Je pense que la moindre des choses est que, si on répartit 21 milliards de francs, l'on sache à peu près comment on va le faire, comment chaque canton va être traité, selon quels critères on va prendre en considération la part de chaque canton. Il faudrait qu'à tout le moins on ait dans la loi un minimum de garanties et pas simplement des accords qui se font autour d'une table, entre cinq à dix personnes, alors qu'en fait, cela a des incidences extrêmement importantes pour chaque canton.

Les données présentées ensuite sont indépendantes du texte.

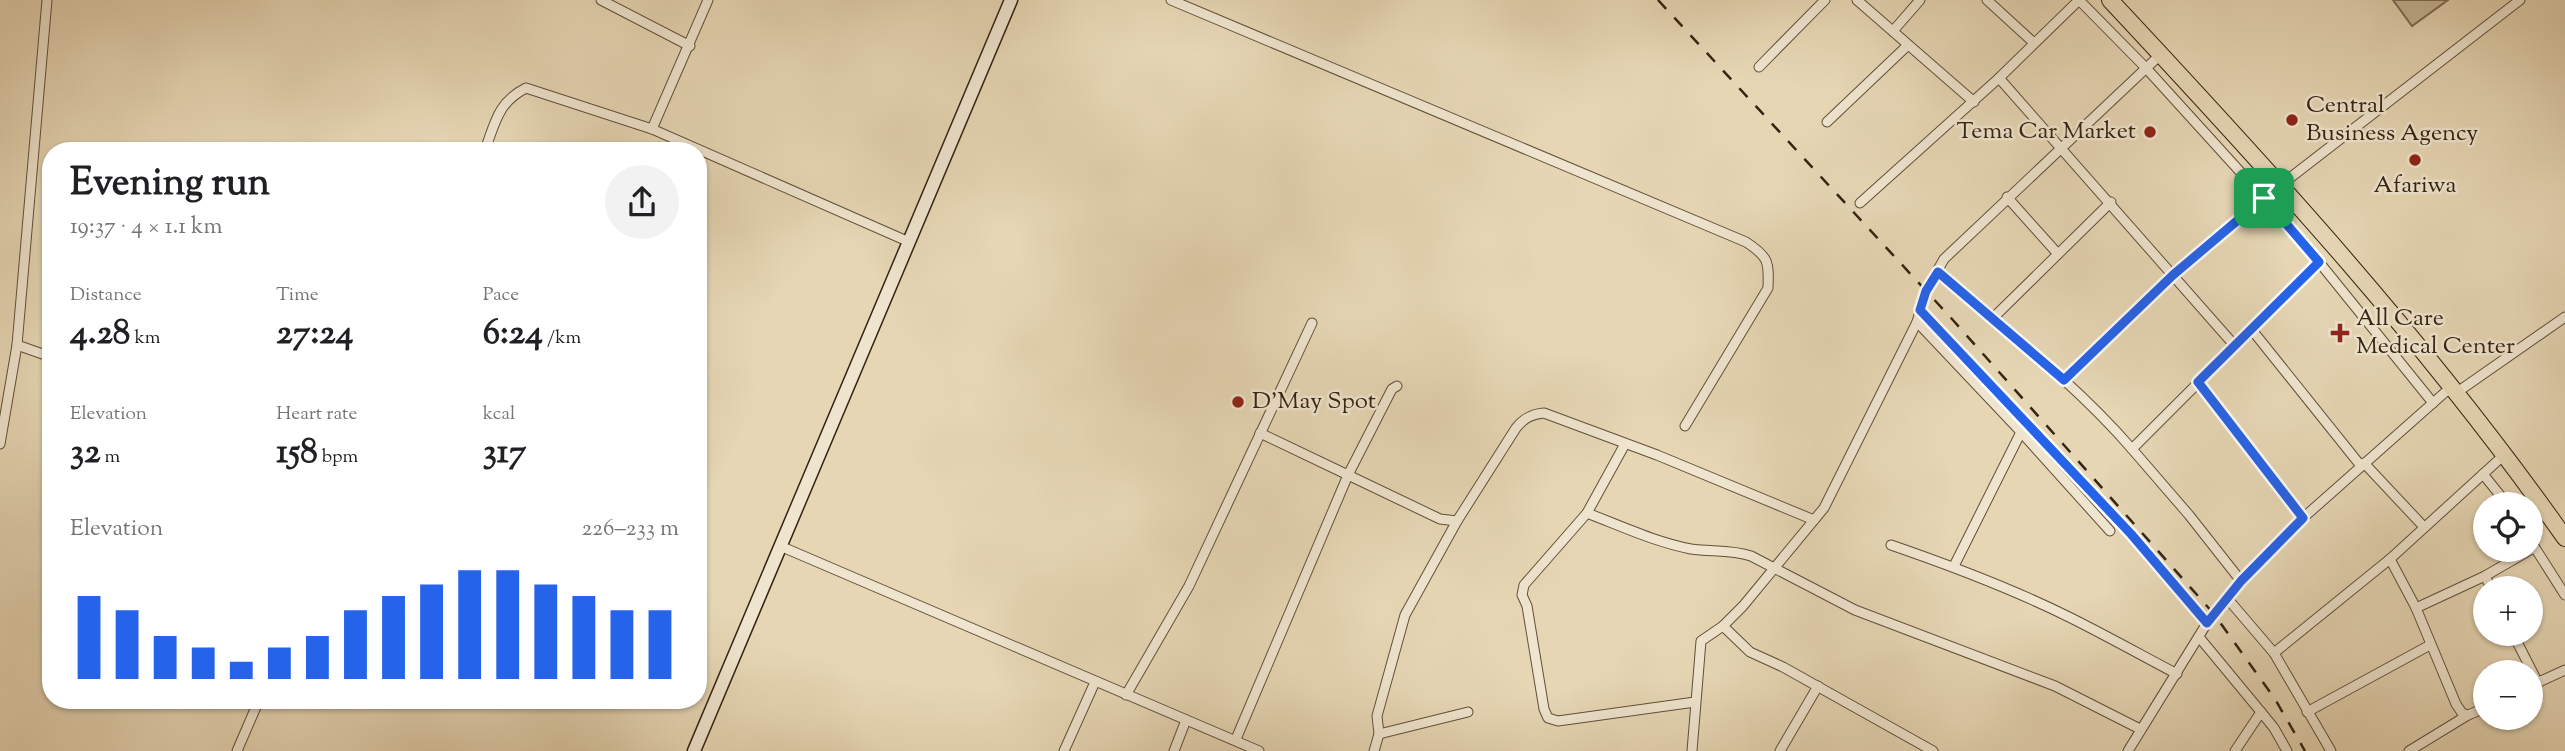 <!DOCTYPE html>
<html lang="en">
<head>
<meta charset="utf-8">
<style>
  :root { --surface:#fff; --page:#f2f2f2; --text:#202124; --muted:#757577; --accent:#2563eb }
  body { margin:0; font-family:"Sorts Mill Goudy",serif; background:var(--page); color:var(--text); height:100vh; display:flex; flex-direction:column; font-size:26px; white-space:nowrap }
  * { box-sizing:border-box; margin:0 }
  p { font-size:23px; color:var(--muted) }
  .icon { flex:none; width:38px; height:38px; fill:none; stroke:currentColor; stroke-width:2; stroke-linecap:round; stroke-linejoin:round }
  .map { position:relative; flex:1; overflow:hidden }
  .panel { position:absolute; left:42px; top:142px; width:665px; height:567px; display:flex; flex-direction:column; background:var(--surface); border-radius:28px; box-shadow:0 2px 5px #0004 }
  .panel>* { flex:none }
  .controls { position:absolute; left:2473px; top:492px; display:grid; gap:14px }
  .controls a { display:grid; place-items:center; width:70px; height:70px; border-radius:50%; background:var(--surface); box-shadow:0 2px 5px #0004; font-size:35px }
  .pin { position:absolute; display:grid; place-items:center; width:60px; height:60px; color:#fff; margin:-30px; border-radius:14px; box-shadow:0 4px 10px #0006 }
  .round { display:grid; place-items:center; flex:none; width:74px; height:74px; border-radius:37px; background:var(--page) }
  .overview { display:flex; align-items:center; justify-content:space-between; height:119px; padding:0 28px }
  h1 { font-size:38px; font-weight:800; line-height:52px }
  .figures { display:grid; grid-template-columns:repeat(3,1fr); gap:10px; height:119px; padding:7px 28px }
  .figures div { display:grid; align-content:center }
  .figures b { font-size:35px; font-weight:800 }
  .figures small { font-size:19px; font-weight:400 }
  .figures p { font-size:19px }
  .chart { height:196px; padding:14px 28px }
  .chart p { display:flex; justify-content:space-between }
  .chart svg { width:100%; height:126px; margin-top:7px; stroke:var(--accent); stroke-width:6 }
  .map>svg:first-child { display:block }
  .green { fill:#c8b899; stroke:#7e6e56; stroke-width:2 }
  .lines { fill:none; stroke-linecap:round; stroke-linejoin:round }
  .street-casing { stroke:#60503b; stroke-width:11 }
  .secondary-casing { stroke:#342413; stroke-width:15 }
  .highway-casing { stroke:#342413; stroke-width:18 }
  .street { stroke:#efe4ce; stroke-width:9 }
  .secondary { stroke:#efe4ce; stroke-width:12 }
  .highway { stroke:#e6d6b4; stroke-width:16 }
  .rail { stroke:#342413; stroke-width:2.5; stroke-dasharray:12 12; stroke-linecap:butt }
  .route-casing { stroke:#fff; stroke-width:14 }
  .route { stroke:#2563eb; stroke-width:9 }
  .poi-dot { fill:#8f2418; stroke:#efe4ce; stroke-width:2.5 }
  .labels { text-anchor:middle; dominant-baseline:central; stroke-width:5; stroke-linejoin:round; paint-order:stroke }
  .poi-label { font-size:24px; fill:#342413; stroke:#efe4ce; text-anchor:start }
</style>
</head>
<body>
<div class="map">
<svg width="2565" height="751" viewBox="0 0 2565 751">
  <rect width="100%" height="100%" fill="#e6d6b4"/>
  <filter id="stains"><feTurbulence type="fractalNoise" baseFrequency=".00286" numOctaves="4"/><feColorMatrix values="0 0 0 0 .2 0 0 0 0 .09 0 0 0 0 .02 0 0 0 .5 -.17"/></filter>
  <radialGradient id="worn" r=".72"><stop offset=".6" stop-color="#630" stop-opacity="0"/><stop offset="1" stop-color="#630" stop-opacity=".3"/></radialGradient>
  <polygon class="green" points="2393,0 2448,0 2412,26"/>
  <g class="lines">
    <defs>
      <g id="street">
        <polyline points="601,0 690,46"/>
        <path d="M1171 0 1746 242C1769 257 1769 262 1768 288L1685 426"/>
        <polyline points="1857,0 1974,102"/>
        <polyline points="1987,0 2034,43"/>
        <polyline points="1893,31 1920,0"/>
        <polyline points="1759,67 1825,0"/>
        <polyline points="1827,122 1908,45"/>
        <polyline points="652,129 708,0"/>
        <path d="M485 150C495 123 498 102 526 88L652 129 907 241"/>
        <polyline points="2007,197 2058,254"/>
        <polyline points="1860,203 1999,78"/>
        <path d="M1938 272C2004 329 2075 383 2132 449"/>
        <polyline points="1920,310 2131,534 2207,623"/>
        <polyline points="1992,319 2111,202"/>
        <polyline points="1917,322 2021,432 2110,531"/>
        <polyline points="2252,330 2361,466"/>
        <polyline points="17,345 51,357"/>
        <polyline points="2235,346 1999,78 2079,0 2146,68 2264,198 2520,0"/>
        <polyline points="2065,380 2173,275 2264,198 2319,262"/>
        <polyline points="2198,382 2303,518"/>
        <polyline points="2456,393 2565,317"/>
        <polyline points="0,444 17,345 47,0"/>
        <polyline points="1625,444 1587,513 1524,585 1522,595 1527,606 1544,709 1548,718 1558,721 1695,702"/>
        <polyline points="2364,463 2424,527"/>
        <polyline points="2483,474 2507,504"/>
        <path d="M1587 513C1621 526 1655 542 1691 549 1711 552 1731 549 1751 556L1855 610 2055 686 2140 729"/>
        <path d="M1457 521 1516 428C1524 418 1532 414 1544 413L1657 455 1814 520"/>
        <polyline points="2530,540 2565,595"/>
        <path d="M1891 545C1952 566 2013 589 2071 618 2107 636 2141 655 2177 674"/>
        <polyline points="780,546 1259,751"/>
        <polyline points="2390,559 2416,608 2456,704 2462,713 2468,715 2485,708"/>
        <polyline points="1954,566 2021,432"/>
        <polyline points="2485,576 2491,588"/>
        <polyline points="2241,581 2189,515 2132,449 2319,262 2433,403"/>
        <polyline points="2227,598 2274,653 2331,751"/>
        <polyline points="2416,608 2485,576 2530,550"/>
        <polyline points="1723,626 1750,652 1783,667 1933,751"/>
        <polyline points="2513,634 2538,683"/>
        <polyline points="2199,637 2261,712 2235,751"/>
        <polyline points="2274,653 2390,559 2504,455"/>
        <polyline points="2530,686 2565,670"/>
        <polyline points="1126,695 1189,586 1312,323"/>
        <polyline points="2261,712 2274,728 2287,751"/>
        <polyline points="2307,712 2430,645"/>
        <polyline points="1379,734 1468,712"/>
        <polyline points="1236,739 1348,475 1260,433"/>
        <polyline points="237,751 259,700"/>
        <polyline points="1064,751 1095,682"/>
        <polyline points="1174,751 1186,720"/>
        <polyline points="1374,751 1379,734 1377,716 1405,615 1457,521 1440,519 1348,475 1392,389 1397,386"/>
        <polyline points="1692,751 1701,641 1723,626 1743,606 1824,508 1917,322 1926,291 1944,259 2160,55"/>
        <polyline points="1780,751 1818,686"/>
        <polyline points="2128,751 2207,623 2241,581 2303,518 2451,387"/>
        <polyline points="2409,751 2468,715"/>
      </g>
      <polyline id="secondary" points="694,751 1011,0"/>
      <path id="highway" d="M2110 0C2270 171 2430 346 2565 538"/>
    </defs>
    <use href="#street" class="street-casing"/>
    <use href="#secondary" class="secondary-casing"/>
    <use href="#highway" class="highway-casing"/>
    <use href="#street" class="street"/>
    <use href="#secondary" class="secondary"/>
    <use href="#highway" class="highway"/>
    <polyline class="rail" points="1658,0 1952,319 2214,614 2275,699 2305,751"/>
  </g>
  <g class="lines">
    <defs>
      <polygon id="route" points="2264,198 2319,262 2198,382 2303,518 2241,581 2207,623 2131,534 1920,310 1926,291 1938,272 2064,380 2173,275"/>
    </defs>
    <use href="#route" class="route-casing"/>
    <use href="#route" class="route"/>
  </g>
  <g class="poi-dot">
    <circle cx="2292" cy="120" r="7"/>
    <circle cx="2150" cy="132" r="7"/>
    <circle cx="2415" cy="160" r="7"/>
    <path d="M2336.5 322.5h7v7h7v7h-7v7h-7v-7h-7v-7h7z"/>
    <circle cx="1238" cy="402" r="7"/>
  </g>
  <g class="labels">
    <g class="poi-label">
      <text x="2306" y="106">Central<tspan x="2306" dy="28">Business Agency</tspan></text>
      <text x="2136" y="132" text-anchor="end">Tema Car Market</text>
      <text x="2415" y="186" text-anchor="middle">Afariwa</text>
      <text x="2356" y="319">All Care<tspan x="2356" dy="28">Medical Center</tspan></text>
      <text x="1252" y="402">D'May Spot</text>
    </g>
  </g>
  <rect width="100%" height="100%" filter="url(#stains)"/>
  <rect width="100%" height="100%" fill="url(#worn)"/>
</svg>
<div class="controls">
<a><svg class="icon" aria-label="locate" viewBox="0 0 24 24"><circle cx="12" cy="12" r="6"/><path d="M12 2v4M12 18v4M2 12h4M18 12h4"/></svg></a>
<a>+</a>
<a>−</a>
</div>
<div class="pin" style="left:2264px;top:198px;background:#1e9e55"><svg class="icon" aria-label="arrive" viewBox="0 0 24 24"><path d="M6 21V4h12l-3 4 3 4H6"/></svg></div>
<section class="panel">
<div class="overview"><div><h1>Evening run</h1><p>19:37 · 4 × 1.1 km</p></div><a class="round"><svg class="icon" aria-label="share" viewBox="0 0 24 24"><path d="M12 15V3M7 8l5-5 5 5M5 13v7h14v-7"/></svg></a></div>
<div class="figures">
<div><p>Distance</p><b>4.28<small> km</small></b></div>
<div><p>Time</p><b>27:24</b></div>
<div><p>Pace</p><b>6:24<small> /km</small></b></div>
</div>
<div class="figures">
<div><p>Elevation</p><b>32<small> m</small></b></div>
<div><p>Heart rate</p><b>158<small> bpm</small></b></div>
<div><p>kcal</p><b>317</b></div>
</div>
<div class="chart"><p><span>Elevation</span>226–233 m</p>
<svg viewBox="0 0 160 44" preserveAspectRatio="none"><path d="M5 44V15M15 44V20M25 44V29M35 44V33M45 44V38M55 44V33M65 44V29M75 44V20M85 44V15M95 44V11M105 44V6M115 44V6M125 44V11M135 44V15M145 44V20M155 44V20"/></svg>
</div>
</section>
</div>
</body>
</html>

Voilà pourquoi la minorité vous demande d'entrer en matière.

Si elle vous demande d'entrer en matière, ce n'est pas forcément - pour que ce soit clair dans le débat: cela a déjà été dit en commission - pour reprendre à son compte la décision du Conseil national. On peut entrer en matière et avoir une autre version que celle du Conseil national, on peut reprendre la position du Conseil fédéral et on peut encore imaginer une autre solution que celle du Conseil national ou du Conseil fédéral. Mais il me paraît inimaginable que sur une question de ce type, par une sorte de décision de procédure, on règle un problème de fond et que, finalement, on ne permette pas à la population de se prononcer sur cette question parce qu'on aurait décidé, ici, ce 28 septembre 2004, au petit matin, de la manière dont on allait répartir cet or en se passant de la possibilité d'un référendum, fût-il facultatif. Cela ne me semble pas conforme à ce qui a été dit, cela me semble aussi problématique sur le plan des relations entre les deux chambres.